Go through the entries below and print, exactly, the lines starting at the one with "Annotation task. Describe" and ending at the one with "Input: one rendered", keeping both ends and no others.

## Material to process
══════
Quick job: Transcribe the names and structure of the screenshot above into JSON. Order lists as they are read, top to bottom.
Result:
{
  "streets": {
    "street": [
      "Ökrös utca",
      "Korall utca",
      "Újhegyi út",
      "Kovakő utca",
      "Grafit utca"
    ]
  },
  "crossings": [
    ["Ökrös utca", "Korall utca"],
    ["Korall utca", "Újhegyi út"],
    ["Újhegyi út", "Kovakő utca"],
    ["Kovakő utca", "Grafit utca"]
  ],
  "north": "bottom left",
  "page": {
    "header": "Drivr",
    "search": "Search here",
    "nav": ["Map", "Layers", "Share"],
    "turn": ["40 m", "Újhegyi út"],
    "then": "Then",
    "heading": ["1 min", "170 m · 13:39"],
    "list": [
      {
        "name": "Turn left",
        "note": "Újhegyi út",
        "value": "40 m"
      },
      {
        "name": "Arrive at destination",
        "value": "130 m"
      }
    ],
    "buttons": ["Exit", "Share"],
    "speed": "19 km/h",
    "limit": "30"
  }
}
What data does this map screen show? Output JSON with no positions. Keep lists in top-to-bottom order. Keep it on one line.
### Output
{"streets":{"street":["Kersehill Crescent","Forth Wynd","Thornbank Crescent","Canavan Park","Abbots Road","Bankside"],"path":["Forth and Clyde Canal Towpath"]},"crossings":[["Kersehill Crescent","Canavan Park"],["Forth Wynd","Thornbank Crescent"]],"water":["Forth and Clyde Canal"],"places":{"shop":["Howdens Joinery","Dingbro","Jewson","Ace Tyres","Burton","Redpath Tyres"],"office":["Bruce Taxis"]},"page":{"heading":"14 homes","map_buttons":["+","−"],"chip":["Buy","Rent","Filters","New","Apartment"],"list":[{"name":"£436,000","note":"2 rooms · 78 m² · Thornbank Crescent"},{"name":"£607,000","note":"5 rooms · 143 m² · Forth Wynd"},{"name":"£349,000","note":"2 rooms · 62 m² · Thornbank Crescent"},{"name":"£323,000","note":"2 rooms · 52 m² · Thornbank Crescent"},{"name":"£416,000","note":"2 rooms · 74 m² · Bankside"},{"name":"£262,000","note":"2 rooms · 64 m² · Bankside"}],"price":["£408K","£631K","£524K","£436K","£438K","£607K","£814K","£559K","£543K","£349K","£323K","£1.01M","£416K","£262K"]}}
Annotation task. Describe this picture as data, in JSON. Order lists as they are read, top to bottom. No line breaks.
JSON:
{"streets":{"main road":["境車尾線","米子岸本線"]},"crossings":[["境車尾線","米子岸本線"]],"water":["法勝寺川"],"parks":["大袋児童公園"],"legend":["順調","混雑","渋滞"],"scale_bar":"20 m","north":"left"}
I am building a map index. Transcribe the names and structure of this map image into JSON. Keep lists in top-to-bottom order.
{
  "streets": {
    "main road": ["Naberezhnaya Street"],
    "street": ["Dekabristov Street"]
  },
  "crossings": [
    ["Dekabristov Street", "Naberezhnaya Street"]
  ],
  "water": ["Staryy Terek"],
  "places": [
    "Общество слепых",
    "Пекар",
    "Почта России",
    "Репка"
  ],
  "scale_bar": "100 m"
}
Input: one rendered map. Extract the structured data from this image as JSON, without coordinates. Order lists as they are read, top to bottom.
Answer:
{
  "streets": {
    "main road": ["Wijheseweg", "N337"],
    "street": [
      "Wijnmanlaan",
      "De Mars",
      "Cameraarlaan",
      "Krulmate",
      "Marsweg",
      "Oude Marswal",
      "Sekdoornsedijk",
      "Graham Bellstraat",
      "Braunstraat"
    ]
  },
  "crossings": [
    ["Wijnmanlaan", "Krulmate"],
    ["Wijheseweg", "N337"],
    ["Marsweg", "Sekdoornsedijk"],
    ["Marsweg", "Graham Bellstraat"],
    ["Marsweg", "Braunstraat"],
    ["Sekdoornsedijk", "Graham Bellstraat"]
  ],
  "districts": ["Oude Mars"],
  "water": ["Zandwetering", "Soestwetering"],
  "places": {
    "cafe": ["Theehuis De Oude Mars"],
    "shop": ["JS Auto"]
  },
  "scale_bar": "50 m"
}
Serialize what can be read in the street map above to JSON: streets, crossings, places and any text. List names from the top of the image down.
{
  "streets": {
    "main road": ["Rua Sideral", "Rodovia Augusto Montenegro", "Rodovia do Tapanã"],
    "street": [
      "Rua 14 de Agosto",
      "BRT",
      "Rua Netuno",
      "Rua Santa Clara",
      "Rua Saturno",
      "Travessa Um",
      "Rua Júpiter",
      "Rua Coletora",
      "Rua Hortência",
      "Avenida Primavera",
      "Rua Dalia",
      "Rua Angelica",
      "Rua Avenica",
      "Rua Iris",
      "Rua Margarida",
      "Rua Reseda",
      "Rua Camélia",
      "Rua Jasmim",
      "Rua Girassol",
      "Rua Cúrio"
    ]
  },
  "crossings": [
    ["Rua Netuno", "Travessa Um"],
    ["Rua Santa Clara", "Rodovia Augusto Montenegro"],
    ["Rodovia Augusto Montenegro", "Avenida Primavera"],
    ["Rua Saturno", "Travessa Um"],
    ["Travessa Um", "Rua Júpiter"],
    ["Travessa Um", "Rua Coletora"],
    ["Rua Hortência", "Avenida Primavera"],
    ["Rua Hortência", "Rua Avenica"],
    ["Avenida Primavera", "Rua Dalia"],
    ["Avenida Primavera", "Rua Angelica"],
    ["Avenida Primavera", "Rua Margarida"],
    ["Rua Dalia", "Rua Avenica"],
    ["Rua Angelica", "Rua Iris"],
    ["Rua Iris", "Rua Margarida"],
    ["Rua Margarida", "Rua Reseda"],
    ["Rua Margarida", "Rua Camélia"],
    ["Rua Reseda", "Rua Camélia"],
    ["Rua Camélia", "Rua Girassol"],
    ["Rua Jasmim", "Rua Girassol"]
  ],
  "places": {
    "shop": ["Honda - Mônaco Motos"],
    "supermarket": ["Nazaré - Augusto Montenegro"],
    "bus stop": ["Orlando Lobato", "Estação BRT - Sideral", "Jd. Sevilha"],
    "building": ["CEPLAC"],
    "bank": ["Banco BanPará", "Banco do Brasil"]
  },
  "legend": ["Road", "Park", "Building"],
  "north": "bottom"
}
══════
## Completed exercise
Annotation task. Describe this picture as data, in JSON. Order lists as they are read, top to bottom. No line breaks.
JSON:
{"streets":{"main road":["境車尾線","米子岸本線"]},"crossings":[["境車尾線","米子岸本線"]],"water":["法勝寺川"],"parks":["大袋児童公園"],"legend":["順調","混雑","渋滞"],"scale_bar":"20 m","north":"left"}
I am building a map index. Transcribe the names and structure of this map image into JSON. Keep lists in top-to-bottom order.
{
  "streets": {
    "main road": ["Naberezhnaya Street"],
    "street": ["Dekabristov Street"]
  },
  "crossings": [
    ["Dekabristov Street", "Naberezhnaya Street"]
  ],
  "water": ["Staryy Terek"],
  "places": [
    "Общество слепых",
    "Пекар",
    "Почта России",
    "Репка"
  ],
  "scale_bar": "100 m"
}
Input: one rendered map. Extract the structured data from this image as JSON, without coordinates. Order lists as they are read, top to bottom.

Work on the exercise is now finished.